OKLAHOMA CITY — The ongoing investigation by state and federal law enforcement of Epic Charter Schools, the state’s largest virtual charter school, loomed large over lawmakers’ examinations of charter school funding and oversight policies on Wednesday.
At interim studies hosted by the House Common Education Committee, speakers said Oklahoma could look to the examples of other states that have promoted public school choice in updating state laws governing how to fund virtual charter schools and what oversight is required by charter school sponsors.
Derald Glover, assistant director at the Oklahoma Association of School Administrators, offered a comparison of how the use of Oklahoma’s school funding formula for virtual schools differs from other states that take into account the differences in “real costs” between online education and brick-and-mortar school buildings.
He pointed to states including Colorado, Georgia, Ohio and Pennsylvania that have created funding formulas specific to virtual charter schools that take into account reduced costs for such things as transportation, facility maintenance and construction.
And rather than fund virtual schools based on student counts like traditional schools, Glover said Minnesota and Florida require course completion, while Utah bases its online school funding on credits earned by students.
Speakers were asked not to specifically cite any one virtual school, though some repeatedly mentioned Epic by name and most lawmakers who asked questions referred to its practices or circumstances.
Rep. Jacob Rosencrants, D-Norman, asked whether a school being under investigation would affect how it is audited. Rebecca Wilkinson, executive director of the Statewide Virtual Charter School Board, said that would depend on the auditor.
Rep. Sheila Dills, R-Tulsa, asked Wilkinson whether she thought “all of the spending on marketing” was necessary.
Epic Charter Schools recently told the Tulsa World its most recent back-to-school advertising blitz cost nearly $2.5 million.
Wilkinson first noted that a category exists in Oklahoma’s accounting system for all public schools for such expenditures, then she said: “We don’t know that any of those funds were illegal.”
Dills pressed her for an answer to the question of whether she thought it was necessary.
“I don’t have an answer to that,” Wilkinson said.
Later, Dills asked Wilkinson whether she believes oversight of virtual charter schools’ student enrollment and attendance reports belongs to the statewide virtual board or the state Department of Education.
Wilkinson said she sees that particular oversight issue as a shared responsibility of both state agencies because state education officials are to audit student enrollment records twice each academic year and her agency does monthly checks to ensure schools aren’t “dropping students,” as they have been rumored to do.
Asked whether virtual schools’ student attendance requirements are an issue that policymakers should look at, Wilkinson agreed and said she has had concerns about Oklahoma’s minimum of 40 completed assignments.
“Not only from school to school, but from one classroom to another, that could be different,” she said.
Sen.
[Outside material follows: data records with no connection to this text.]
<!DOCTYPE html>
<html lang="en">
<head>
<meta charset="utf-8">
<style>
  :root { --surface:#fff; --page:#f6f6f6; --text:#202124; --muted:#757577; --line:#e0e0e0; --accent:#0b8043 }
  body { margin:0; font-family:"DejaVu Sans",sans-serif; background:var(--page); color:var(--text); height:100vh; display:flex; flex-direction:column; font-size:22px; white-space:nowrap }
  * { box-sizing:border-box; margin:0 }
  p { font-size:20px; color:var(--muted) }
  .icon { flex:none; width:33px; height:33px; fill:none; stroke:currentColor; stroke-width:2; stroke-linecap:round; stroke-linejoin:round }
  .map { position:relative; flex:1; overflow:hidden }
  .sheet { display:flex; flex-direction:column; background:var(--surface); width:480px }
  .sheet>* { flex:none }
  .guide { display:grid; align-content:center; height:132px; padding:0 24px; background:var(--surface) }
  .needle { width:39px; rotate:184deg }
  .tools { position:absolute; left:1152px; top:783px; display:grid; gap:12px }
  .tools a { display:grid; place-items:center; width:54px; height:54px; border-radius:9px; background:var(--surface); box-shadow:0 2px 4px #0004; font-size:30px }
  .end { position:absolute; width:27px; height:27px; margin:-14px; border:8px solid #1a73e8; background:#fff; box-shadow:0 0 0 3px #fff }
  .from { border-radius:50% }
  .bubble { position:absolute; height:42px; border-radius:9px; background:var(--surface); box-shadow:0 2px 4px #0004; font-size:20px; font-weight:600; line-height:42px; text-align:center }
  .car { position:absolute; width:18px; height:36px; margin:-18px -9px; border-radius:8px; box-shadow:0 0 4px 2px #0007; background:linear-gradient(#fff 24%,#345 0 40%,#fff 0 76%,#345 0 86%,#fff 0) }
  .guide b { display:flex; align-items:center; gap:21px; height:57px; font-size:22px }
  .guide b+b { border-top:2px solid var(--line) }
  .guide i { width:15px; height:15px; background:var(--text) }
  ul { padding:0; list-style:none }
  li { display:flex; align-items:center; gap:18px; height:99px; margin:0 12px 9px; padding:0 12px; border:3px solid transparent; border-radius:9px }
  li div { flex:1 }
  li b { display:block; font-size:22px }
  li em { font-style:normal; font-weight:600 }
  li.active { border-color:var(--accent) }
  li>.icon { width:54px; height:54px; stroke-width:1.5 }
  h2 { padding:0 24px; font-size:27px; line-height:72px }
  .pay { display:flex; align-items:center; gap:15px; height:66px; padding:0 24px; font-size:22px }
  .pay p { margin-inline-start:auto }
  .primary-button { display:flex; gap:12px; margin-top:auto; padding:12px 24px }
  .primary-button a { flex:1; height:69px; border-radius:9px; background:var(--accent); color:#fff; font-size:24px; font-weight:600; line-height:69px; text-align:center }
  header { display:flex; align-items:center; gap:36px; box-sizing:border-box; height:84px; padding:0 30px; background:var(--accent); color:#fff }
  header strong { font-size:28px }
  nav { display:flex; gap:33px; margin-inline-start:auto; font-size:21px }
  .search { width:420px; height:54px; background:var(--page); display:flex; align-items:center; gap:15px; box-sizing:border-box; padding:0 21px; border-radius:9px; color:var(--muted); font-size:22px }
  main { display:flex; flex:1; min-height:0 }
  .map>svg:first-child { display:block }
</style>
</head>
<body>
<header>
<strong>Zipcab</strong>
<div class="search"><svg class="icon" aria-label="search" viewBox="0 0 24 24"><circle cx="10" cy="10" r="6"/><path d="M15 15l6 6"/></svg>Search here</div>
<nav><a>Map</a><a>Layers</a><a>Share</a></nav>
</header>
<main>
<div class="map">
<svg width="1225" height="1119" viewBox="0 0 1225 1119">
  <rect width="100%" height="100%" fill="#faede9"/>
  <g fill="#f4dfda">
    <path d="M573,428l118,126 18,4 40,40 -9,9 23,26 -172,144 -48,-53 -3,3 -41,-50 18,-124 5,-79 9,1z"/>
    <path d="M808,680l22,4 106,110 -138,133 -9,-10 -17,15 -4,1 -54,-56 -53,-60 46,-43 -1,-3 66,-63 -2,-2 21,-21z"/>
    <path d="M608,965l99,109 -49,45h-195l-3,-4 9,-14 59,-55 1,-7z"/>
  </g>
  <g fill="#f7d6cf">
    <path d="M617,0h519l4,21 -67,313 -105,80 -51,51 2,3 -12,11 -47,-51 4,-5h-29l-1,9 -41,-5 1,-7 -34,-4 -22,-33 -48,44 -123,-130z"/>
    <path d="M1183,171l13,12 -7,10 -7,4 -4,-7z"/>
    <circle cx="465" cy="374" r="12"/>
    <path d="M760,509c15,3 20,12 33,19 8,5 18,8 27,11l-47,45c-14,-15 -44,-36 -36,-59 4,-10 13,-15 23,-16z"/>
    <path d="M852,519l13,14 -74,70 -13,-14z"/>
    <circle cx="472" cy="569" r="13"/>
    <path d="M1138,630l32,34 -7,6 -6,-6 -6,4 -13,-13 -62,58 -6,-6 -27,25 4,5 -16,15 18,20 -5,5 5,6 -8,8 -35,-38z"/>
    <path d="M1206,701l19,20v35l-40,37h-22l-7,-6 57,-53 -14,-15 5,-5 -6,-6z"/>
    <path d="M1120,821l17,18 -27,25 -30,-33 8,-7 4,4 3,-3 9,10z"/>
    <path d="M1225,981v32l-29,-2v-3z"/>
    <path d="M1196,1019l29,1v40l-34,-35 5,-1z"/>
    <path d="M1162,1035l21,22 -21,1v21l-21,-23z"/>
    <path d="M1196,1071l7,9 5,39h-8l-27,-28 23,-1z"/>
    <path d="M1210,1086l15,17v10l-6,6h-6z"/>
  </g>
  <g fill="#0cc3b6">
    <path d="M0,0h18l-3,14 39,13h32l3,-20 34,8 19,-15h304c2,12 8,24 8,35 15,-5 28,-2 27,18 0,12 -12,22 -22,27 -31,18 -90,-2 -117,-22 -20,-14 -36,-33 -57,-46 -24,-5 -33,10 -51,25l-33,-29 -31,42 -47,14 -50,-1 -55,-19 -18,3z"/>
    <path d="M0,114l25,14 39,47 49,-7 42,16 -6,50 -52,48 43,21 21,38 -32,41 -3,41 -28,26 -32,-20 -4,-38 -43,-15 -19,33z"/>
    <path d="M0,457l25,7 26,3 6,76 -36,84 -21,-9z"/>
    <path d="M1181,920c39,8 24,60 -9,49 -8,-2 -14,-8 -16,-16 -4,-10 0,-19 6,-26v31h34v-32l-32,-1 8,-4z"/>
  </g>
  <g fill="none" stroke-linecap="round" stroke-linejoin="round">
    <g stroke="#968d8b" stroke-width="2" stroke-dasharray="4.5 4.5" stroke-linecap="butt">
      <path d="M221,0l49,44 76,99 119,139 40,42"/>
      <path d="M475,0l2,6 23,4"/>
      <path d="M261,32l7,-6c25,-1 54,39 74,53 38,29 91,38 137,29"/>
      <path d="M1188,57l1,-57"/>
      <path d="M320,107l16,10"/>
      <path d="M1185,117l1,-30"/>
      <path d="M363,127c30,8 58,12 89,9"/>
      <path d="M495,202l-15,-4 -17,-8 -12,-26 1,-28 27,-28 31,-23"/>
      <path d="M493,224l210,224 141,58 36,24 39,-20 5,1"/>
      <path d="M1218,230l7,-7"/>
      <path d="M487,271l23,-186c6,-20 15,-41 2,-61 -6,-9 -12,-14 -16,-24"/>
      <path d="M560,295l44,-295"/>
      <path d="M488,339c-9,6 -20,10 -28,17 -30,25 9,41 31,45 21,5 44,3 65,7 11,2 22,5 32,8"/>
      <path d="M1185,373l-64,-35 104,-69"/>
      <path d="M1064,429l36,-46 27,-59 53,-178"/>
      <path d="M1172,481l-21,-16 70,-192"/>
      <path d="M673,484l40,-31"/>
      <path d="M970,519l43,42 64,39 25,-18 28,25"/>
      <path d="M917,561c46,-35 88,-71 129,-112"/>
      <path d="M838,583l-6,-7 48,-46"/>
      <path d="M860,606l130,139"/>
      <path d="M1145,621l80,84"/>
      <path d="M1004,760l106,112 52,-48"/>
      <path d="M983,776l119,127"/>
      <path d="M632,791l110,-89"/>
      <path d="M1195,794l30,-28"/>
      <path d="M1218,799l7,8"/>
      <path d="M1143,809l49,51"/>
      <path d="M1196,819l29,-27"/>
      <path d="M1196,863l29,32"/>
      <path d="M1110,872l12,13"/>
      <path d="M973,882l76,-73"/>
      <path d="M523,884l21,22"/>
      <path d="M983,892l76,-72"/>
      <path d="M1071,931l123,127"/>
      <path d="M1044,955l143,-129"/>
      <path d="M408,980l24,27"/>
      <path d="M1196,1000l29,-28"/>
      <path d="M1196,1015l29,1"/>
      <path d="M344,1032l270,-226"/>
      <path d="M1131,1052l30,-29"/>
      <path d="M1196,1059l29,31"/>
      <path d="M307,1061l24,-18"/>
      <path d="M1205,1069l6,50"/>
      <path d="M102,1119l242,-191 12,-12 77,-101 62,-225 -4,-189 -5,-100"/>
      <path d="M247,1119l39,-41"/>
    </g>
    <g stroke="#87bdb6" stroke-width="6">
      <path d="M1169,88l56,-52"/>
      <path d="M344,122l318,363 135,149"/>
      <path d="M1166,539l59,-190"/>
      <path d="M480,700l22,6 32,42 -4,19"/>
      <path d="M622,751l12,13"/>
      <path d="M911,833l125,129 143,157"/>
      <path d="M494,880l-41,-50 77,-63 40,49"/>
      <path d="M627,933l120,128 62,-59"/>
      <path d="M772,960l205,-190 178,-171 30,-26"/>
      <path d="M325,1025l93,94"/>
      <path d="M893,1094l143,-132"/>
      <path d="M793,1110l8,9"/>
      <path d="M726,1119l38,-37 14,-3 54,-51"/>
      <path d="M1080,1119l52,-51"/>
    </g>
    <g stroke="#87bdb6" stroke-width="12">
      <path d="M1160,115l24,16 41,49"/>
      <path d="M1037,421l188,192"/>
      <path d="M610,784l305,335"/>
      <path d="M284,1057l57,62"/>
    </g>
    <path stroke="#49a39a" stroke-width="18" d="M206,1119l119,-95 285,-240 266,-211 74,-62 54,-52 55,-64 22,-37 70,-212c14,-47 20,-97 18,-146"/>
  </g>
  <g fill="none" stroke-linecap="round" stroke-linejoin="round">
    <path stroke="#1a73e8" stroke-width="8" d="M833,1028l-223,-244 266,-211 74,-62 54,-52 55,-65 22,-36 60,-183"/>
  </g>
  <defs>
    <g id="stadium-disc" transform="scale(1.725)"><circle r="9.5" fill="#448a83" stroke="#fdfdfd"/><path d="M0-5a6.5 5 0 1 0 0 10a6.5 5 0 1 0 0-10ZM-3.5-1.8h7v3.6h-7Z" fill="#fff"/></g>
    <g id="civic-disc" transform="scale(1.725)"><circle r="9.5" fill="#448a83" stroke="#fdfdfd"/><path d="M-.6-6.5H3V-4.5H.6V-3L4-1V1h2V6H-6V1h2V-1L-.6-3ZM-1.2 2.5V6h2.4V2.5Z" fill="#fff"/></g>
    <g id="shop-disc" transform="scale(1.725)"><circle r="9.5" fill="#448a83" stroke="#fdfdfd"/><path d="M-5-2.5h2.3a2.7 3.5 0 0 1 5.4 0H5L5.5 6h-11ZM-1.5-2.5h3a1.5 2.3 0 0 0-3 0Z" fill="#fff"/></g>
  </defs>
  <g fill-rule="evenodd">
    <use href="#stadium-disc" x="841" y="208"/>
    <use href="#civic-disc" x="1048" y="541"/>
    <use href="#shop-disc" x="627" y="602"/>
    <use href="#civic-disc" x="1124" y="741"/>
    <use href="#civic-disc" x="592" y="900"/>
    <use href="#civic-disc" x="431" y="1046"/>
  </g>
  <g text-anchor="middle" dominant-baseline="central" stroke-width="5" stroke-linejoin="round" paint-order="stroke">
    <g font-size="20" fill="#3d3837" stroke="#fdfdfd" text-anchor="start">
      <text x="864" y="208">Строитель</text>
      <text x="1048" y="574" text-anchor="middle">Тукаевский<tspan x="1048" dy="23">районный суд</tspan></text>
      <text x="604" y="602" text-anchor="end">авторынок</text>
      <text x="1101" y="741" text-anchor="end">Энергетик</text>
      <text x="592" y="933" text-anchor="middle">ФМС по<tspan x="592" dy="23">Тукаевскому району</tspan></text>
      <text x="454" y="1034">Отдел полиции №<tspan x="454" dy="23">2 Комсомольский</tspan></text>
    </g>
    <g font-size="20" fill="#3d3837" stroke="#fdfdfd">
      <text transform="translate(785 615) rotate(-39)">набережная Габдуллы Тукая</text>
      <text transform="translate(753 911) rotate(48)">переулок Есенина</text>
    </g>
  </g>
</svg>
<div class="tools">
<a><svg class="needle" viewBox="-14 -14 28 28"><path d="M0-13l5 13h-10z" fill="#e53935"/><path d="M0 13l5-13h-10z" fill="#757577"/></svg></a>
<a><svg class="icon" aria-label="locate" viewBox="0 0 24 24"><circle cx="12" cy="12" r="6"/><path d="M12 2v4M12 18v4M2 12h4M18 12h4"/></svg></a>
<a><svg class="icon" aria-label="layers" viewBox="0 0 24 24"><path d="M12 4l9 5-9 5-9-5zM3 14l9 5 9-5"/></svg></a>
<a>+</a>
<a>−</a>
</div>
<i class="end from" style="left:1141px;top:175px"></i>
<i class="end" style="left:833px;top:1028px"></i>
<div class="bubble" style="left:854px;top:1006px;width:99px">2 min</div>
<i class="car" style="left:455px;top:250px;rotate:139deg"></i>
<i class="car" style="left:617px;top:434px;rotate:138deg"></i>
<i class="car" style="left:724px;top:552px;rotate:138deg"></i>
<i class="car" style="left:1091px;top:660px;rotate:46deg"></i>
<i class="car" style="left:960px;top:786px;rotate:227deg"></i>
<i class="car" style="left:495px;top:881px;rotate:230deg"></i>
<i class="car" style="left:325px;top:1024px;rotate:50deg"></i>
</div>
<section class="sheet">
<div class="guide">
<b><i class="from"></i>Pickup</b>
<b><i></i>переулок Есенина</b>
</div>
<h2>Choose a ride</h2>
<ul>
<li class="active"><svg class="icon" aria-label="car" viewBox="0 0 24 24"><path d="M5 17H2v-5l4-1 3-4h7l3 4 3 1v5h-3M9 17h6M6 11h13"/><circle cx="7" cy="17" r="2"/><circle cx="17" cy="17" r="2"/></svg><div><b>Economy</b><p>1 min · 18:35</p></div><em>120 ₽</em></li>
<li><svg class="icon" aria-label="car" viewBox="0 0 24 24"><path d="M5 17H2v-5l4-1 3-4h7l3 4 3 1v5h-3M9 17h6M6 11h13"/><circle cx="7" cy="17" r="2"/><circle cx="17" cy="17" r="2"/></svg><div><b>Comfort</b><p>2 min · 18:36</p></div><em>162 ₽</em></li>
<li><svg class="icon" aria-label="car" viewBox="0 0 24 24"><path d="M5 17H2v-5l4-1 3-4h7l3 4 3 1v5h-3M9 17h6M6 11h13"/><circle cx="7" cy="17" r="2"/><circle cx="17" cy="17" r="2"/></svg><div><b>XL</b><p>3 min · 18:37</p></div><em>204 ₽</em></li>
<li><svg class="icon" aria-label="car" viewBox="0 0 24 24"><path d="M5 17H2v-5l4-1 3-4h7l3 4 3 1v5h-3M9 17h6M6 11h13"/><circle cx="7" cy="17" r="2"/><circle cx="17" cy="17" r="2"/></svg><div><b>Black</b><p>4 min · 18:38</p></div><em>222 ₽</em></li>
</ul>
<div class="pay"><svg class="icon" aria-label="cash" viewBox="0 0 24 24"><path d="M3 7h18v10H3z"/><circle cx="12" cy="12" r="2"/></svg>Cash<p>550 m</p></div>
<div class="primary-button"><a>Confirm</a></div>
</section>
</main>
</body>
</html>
Ron Sharp, R-Shawnee, pressed Wilkinson about whether any virtual school programs besides the ones offered by statewide virtual charter schools overseen by her board can use that kind of attendance policy.
She responded: “In my opinion, it’s only applicable to statewide virtual charter schools — only those five schools we authorize.”
Brad Clark, general counsel at the state Department of Education, told lawmakers there are also opportunities to update requirements for charter school sponsors, which in Oklahoma also include colleges and universities, local school boards, the state board of education and tribal governments.
He said one state, possibly Alabama, requires annual reports by sponsors so that they have to account for their use of their cut of the charter school’s public funds for oversight.
One of the hosts of Wednesday’s interim studies, Lundy Kiger, R-Poteau, said he believes in virtual charter schools as one public education choice in the state, “but we must have total transparency into how they receive funding per student and how that money is spent.”
“I don’t believe they should be receiving the same amount of funding as traditional public schools that have building and maintenance costs,” Kiger said. “We also must ensure the entities charged with oversight of these schools are performing due diligence and fulfilling all requirements both to the state and the students they serve.”